Left Atrial Appendage Occlusion Procedure
The current approach for atrial fibrillation patients who are at increased risk for stroke is treatment with blood-thinning medications called anticoagulants, which reduce the chance that blood clots form in the heart. These medications, which include warfarin, commonly referred to as Coumadin and other newer approved anticoagulants, are effective in lowering the risk of stroke in atrial fibrillation patients. Most patients can safely take these medications for years (and even decades) without serious side effects. However, some patients find that anticoagulants can be difficult to tolerate or risky. Because they prevent blood clots by thinning the blood, anticoagulants can increase the risk of bleeding problems. When bleeding events occur, the events are often minor (like a skin cut taking longer to stop bleeding than normal) and easily treated. But in some cases, bleeding can be quite serious requiring hospitalization and transfusion and can even be life-threatening or fatal (such as when strokes are caused by bleeding into the brain).
When prescribing anticoagulant medications in atrial fibrillation patients, doctors consider the risk of a stroke caused by a clot versus the risk of a serious bleeding problem. In studies of atrial fibrillation patients, the benefit of a reduced risk of stroke caused by a blood clot traveling from the left atrial appendage is greater than the risk of major bleeding (including strokes caused by bleeding into the brain). This means that more strokes are prevented by anticoagulant medications than are caused by anticoagulant medications. Therefore, anticoagulant medications are recommended for most patients. However, in select patients, the risk of major bleeding is believed to be too high, that anticoagulants will not be prescribed. Other atrial fibrillation patients, even though they may be able to take anticoagulant medications without major bleeding, may choose not to take the medication because of minor bleeding episodes, other medication side effects, or concerns about bleeding due to falls
When a blood clot develops in the heart of a patient with atrial fibrillation, it is most often found within the left atrial appendage. Occlusion of the left atrial appendage using a catheter-delivered device implant (WATCHMAN) acts as a barrier to prevent left atrial appendage blood clots from entering the bloodstream and blocking a blood vessel in the brain resulting in a stroke. This has been shown to be non-inferior to taking the blood thinner “Warfarin”. The WATCHMAN Implant is placed into the heart using a minimally invasive procedure in the electrophysiology laboratory. In preparation for the implant, you will be lying on your back on a table while you are continuously monitored throughout the procedure by medical personnel. X-rays and echocardiograms (a special type of ultrasound picture) will be used to help visualize the heart while the implant is being advanced into the correct position in your heart. Contrast media (dye) will also be injected to help guide the implant placement. You will be given a general and/or local anesthetic by your doctor to minimize any discomfort during the procedure.
A small puncture is made into a vein in your groin. A long, thin tube, called a catheter, is inserted into the vein and advanced into the right atrium of the heart. Another puncture is made through a thin muscle wall between the right atrium and the left atrium so that the catheter can be advanced into the left atrium. A thinner catheter is then advanced into the left atrial appendage under X-ray guidance. The WATCHMAN Implant is tightly compressed within the catheter and is passed through the catheter into the left atrial appendage. The physician will make sure that the implant is in the right place within the left atrial appendage and then deploy the implant (much like opening up a folded umbrella). After the procedure, the WATCHMAN Implant is the only material that remains in the body. A thin layer of tissue will grow over the surface of the WATCHMAN Implant within about 45 days.

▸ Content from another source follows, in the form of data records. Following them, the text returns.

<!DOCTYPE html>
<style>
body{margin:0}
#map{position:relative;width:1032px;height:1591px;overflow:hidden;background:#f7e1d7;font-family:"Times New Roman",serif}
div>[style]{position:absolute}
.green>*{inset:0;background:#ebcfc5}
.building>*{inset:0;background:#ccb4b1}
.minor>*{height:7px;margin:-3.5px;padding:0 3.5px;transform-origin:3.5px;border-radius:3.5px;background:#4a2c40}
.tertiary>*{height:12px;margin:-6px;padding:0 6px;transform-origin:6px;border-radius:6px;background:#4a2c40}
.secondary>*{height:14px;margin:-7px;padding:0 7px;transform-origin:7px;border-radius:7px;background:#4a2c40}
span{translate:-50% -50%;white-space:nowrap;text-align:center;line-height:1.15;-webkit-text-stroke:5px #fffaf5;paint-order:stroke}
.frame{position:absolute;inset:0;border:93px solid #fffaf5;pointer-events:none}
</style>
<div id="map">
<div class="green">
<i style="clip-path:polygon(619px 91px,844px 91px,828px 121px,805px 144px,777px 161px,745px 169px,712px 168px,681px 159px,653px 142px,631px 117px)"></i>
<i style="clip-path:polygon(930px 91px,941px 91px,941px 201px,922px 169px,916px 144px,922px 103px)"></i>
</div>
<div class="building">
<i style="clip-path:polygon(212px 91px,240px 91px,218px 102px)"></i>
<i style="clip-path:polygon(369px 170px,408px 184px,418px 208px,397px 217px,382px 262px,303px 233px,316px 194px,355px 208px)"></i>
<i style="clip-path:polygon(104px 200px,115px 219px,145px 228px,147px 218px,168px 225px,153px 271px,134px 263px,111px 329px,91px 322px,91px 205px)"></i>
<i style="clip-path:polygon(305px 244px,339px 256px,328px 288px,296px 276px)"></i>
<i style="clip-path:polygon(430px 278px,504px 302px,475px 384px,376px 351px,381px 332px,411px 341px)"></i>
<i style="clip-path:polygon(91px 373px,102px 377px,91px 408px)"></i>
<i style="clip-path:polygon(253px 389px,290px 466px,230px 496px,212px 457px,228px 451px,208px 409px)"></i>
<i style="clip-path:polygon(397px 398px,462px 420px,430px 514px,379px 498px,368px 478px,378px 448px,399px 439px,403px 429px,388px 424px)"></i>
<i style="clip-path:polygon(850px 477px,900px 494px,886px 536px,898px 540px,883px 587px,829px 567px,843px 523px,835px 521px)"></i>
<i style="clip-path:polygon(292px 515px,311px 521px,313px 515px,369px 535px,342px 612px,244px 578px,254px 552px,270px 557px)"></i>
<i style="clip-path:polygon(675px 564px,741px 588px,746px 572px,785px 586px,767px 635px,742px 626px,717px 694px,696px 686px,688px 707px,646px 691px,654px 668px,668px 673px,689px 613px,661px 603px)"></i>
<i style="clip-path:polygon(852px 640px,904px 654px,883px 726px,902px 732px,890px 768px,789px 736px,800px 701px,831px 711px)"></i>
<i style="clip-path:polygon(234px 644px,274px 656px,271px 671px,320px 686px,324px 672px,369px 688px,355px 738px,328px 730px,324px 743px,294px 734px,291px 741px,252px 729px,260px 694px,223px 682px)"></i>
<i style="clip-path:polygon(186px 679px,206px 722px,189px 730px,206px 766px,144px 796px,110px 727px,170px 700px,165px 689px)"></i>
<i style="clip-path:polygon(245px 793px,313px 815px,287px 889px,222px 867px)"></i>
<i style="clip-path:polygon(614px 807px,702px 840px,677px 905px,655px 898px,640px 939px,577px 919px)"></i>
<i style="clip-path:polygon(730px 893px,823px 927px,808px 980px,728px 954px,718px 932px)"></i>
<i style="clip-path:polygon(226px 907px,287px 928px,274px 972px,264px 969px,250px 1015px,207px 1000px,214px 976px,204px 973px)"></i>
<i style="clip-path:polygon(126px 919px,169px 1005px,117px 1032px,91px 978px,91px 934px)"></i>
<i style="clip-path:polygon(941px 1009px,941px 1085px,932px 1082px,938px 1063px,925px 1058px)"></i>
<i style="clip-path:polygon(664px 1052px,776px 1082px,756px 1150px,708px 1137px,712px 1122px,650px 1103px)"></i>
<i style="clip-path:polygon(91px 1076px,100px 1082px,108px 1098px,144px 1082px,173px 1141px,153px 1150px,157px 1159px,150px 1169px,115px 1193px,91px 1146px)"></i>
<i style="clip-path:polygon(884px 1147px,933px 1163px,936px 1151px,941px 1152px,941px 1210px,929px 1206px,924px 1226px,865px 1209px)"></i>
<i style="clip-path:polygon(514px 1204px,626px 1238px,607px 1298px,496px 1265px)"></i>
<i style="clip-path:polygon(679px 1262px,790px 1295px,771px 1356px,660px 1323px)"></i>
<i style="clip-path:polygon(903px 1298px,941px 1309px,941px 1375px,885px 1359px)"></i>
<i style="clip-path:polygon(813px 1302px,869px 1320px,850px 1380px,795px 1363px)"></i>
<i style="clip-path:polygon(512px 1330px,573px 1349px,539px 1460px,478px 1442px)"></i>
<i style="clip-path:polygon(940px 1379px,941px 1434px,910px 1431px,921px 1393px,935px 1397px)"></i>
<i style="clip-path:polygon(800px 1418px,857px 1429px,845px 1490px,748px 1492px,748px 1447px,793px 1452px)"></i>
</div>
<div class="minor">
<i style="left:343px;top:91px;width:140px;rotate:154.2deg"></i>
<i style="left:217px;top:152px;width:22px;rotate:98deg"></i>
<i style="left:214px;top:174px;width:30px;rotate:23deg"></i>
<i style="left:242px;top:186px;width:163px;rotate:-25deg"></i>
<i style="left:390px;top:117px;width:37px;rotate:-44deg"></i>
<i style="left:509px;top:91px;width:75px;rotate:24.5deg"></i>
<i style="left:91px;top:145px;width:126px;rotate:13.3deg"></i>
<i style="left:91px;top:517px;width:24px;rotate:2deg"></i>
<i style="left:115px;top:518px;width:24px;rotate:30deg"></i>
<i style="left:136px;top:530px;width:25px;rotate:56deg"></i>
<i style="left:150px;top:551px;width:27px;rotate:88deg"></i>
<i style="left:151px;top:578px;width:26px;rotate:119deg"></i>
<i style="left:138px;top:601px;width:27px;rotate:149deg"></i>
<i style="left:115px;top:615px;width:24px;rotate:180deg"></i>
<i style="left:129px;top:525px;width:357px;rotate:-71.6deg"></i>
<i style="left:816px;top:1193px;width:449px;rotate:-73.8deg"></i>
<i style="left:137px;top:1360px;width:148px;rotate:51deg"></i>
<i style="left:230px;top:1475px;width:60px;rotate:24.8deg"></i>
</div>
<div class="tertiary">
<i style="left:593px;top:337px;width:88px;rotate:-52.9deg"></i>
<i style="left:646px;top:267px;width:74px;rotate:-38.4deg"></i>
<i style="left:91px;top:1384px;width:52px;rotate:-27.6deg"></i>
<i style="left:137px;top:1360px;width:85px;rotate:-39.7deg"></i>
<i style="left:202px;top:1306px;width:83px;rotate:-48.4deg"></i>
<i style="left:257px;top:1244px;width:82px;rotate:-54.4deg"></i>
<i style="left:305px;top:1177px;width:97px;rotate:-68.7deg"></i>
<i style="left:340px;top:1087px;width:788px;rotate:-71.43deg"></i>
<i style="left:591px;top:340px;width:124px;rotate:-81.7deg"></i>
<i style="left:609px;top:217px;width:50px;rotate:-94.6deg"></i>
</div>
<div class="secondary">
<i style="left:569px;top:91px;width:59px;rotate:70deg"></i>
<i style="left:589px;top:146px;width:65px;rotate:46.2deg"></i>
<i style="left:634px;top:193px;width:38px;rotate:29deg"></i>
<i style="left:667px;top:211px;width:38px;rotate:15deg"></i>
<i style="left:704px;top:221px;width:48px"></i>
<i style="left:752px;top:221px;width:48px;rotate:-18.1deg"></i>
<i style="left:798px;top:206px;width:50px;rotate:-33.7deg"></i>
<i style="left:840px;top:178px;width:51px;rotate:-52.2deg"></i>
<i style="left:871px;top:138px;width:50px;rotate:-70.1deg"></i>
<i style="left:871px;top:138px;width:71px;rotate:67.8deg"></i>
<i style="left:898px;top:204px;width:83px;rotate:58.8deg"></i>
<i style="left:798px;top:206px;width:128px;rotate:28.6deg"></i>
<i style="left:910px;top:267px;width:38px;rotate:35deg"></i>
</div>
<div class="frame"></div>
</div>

It is important to remember that the left atrial appendage closure procedure does not cure AFib. If you undergo this procedure, you will still need to work with our physician to manage the symptoms of AFib if you have any. This procedure also does not totally eliminate the possibility of blood clots, they eliminate the possibility of blood collecting in the left atrial appendage , which is where most Afib-related blood clots form. Nevertheless, blood clots can still form elsewhere in the body and cause stroke or other problems.